▶

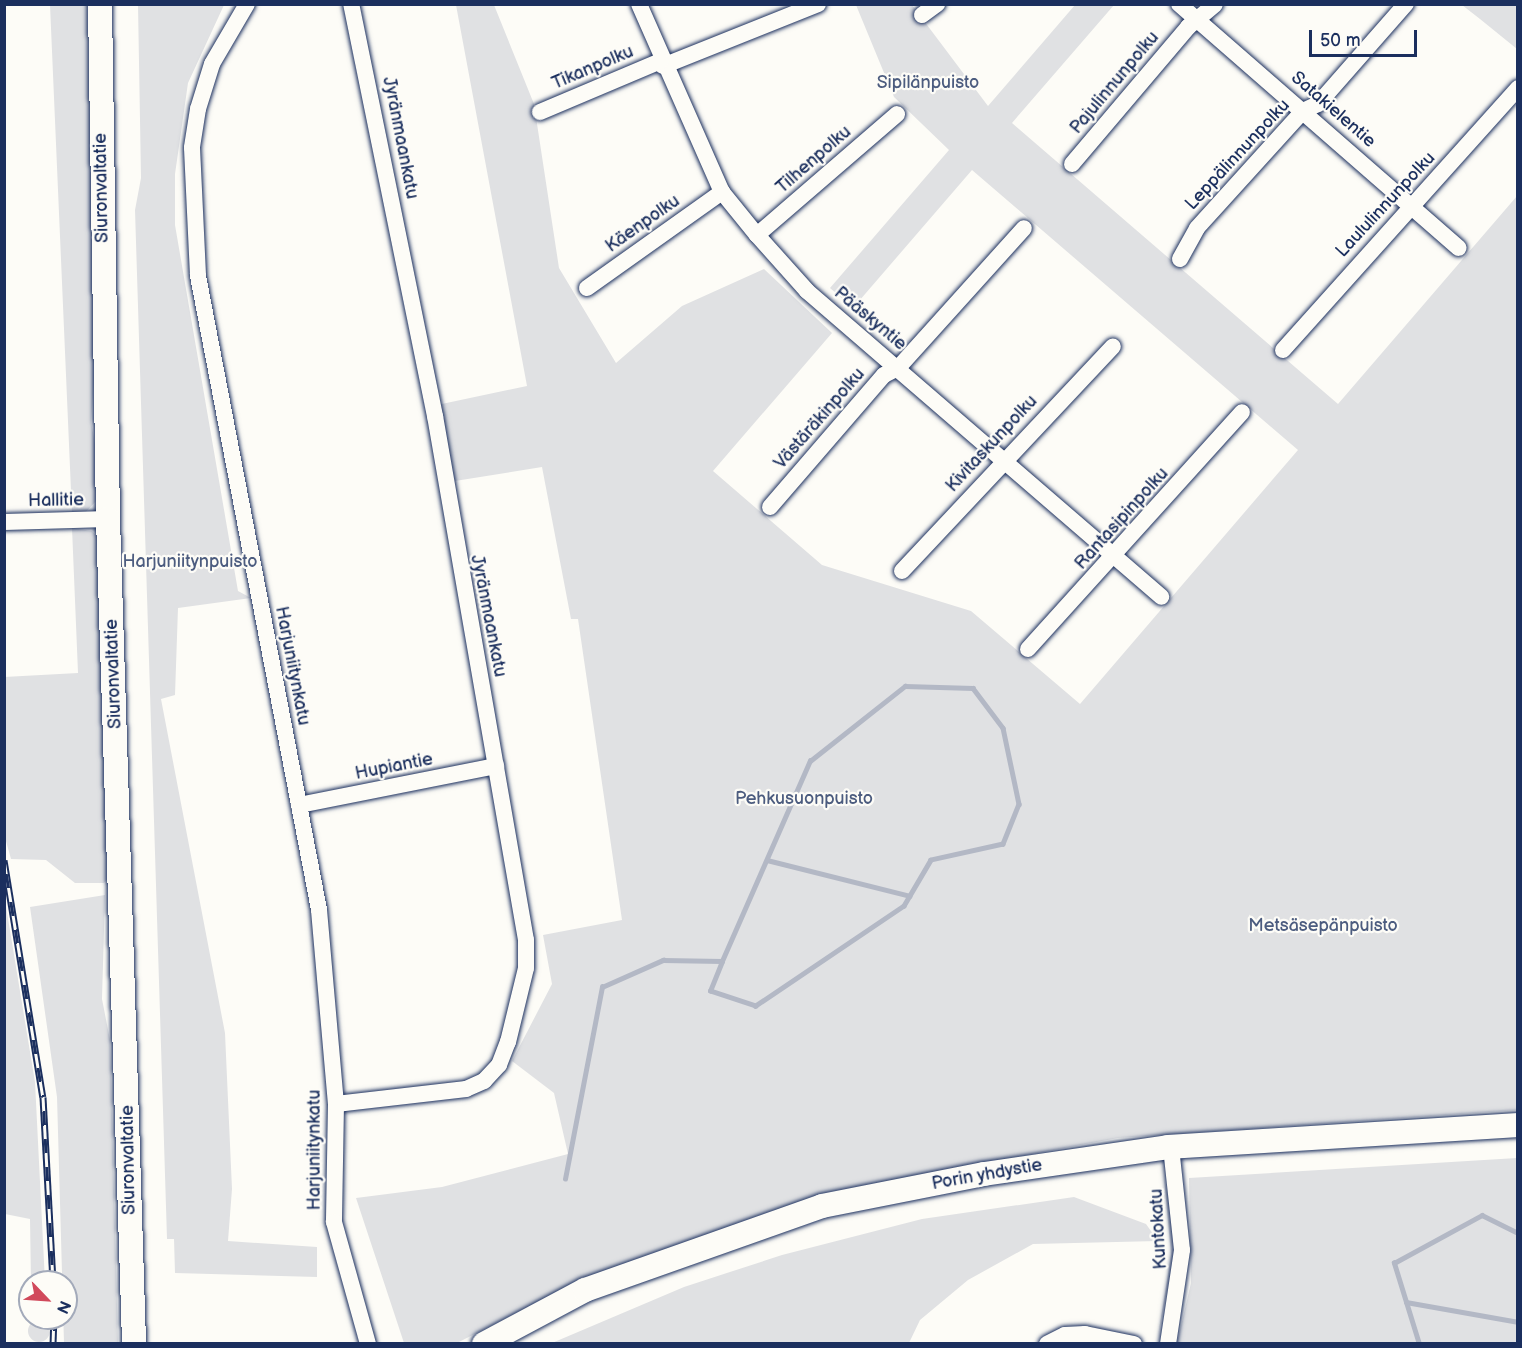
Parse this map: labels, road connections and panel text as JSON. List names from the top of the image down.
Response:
{
  "streets": {
    "main road": ["Siuronvaltatie", "Porin yhdystie"],
    "street": [
      "Tikanpolku",
      "Pajulinnunpolku",
      "Satakielentie",
      "Jyränmaankatu",
      "Leppälinnunpolku",
      "Tilhenpolku",
      "Laululinnunpolku",
      "Käenpolku",
      "Pääskyntie",
      "Västäräkinpolku",
      "Kivitaskunpolku",
      "Hallitie",
      "Rantasipinpolku",
      "Harjuniitynkatu",
      "Hupiantie",
      "Kuntokatu"
    ]
  },
  "crossings": [
    ["Tikanpolku", "Pääskyntie"],
    ["Pajulinnunpolku", "Satakielentie"],
    ["Satakielentie", "Leppälinnunpolku"],
    ["Satakielentie", "Laululinnunpolku"],
    ["Jyränmaankatu", "Harjuniitynkatu"],
    ["Jyränmaankatu", "Hupiantie"],
    ["Tilhenpolku", "Pääskyntie"],
    ["Siuronvaltatie", "Hallitie"],
    ["Käenpolku", "Pääskyntie"],
    ["Pääskyntie", "Västäräkinpolku"],
    ["Pääskyntie", "Kivitaskunpolku"],
    ["Pääskyntie", "Rantasipinpolku"],
    ["Harjuniitynkatu", "Hupiantie"],
    ["Porin yhdystie", "Kuntokatu"]
  ],
  "parks": [
    "Sipilänpuisto",
    "Harjuniitynpuisto",
    "Pehkusuonpuisto",
    "Metsäsepänpuisto"
  ],
  "scale_bar": "50 m",
  "north": "bottom right"
}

◀

Exercise instructions
Whenever the word "Kivitaskunpolku" occurs in a line of the listing above, return that line.

Output for this exercise
      "Kivitaskunpolku",
    ["Pääskyntie", "Kivitaskunpolku"],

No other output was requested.